> [DATA TO USE]:
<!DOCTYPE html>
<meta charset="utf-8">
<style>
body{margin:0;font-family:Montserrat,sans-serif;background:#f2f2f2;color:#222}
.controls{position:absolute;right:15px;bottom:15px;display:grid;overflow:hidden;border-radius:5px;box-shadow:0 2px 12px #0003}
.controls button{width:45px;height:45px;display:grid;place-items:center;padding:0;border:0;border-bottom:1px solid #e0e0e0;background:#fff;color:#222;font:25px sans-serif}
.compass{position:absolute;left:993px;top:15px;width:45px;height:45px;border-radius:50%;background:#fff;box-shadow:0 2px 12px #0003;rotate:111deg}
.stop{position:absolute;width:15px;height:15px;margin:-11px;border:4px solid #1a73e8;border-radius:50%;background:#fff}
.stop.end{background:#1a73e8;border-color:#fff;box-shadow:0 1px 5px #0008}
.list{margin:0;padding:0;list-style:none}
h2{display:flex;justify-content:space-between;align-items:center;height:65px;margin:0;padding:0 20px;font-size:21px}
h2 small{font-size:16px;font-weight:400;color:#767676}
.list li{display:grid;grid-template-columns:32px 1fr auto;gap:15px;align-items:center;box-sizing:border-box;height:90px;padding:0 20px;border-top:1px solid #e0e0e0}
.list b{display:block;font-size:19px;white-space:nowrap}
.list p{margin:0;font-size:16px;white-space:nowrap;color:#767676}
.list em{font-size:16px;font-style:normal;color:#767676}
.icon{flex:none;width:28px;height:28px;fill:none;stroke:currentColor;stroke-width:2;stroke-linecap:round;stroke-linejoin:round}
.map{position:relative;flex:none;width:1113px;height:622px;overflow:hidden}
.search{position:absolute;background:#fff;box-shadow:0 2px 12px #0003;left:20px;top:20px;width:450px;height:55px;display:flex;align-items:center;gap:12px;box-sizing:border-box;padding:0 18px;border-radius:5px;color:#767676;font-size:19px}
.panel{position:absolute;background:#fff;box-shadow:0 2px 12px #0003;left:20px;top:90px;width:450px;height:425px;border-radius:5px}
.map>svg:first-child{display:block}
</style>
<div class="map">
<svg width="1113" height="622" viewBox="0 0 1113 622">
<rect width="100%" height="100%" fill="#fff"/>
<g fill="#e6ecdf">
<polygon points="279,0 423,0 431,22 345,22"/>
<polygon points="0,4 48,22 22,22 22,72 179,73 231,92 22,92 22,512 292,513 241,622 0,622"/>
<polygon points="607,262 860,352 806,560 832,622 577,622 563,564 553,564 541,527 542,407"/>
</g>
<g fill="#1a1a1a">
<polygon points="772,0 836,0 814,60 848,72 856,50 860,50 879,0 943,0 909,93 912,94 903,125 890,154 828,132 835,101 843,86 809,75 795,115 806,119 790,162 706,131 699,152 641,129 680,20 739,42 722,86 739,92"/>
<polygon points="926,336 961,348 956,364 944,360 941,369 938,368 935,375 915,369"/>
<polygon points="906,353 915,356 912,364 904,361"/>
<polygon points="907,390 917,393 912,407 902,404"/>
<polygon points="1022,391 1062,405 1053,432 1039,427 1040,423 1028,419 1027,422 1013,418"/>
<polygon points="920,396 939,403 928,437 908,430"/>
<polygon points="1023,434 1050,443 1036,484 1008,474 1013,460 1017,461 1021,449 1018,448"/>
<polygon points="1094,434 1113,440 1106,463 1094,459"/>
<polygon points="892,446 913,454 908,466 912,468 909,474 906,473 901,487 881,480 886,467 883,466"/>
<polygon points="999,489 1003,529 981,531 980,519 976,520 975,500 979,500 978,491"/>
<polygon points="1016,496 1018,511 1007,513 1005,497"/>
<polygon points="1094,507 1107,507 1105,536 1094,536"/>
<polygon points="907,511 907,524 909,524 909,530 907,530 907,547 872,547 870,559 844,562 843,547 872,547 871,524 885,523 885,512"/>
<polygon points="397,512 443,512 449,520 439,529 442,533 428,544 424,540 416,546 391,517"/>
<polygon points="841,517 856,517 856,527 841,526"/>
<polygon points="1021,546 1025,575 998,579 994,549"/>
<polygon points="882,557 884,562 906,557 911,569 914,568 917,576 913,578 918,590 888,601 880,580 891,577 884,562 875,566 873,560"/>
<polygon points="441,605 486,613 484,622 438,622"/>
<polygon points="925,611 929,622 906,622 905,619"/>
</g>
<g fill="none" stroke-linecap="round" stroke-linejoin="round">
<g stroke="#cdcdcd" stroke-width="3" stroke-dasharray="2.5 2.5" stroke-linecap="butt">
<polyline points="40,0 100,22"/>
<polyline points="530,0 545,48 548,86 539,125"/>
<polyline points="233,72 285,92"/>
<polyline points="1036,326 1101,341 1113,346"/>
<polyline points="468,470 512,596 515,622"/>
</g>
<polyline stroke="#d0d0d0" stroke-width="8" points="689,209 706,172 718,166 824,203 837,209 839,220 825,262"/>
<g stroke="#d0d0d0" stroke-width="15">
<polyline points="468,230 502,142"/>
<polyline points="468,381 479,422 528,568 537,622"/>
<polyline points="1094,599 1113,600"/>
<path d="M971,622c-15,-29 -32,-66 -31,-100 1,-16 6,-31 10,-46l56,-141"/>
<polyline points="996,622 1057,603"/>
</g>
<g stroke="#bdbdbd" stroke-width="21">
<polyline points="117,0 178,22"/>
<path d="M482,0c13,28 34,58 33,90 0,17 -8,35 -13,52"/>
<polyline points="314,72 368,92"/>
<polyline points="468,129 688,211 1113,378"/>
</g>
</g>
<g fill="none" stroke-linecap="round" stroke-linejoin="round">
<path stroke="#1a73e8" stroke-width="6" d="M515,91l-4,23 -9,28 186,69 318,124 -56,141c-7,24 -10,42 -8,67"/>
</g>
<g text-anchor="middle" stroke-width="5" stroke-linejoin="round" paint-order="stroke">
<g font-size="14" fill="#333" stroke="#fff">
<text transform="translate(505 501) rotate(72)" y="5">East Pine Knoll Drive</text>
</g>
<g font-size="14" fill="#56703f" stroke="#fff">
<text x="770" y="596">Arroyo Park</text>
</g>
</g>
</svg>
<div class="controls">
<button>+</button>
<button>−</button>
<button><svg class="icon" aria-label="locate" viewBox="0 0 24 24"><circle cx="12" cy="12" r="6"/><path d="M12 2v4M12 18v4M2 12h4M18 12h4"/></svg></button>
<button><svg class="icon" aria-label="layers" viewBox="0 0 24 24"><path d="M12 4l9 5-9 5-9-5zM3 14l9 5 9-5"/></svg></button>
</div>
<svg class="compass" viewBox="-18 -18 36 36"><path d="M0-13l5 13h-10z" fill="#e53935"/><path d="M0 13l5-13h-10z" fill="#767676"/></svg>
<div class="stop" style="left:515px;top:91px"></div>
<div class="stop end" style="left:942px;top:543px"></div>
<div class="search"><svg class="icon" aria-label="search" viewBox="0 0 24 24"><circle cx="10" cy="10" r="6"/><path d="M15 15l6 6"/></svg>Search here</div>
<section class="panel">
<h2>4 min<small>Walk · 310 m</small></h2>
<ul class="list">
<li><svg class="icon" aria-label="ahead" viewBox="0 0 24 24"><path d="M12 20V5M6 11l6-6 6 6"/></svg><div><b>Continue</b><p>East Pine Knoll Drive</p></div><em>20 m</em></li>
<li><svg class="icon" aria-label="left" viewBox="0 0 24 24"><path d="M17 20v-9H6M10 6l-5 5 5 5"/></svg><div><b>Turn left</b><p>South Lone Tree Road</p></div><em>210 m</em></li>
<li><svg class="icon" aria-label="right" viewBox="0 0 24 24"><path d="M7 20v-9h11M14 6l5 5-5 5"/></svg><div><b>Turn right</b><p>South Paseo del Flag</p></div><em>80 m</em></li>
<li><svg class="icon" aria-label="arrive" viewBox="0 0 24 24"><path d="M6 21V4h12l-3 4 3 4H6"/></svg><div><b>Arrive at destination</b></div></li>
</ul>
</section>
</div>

> [WHAT YOU WILL DO]: Look through the entries and find each line that has the string "white". Copy those lines.

> [SOLVED EXERCISE]:
.list b{display:block;font-size:19px;white-space:nowrap}
.list p{margin:0;font-size:16px;white-space:nowrap;color:#767676}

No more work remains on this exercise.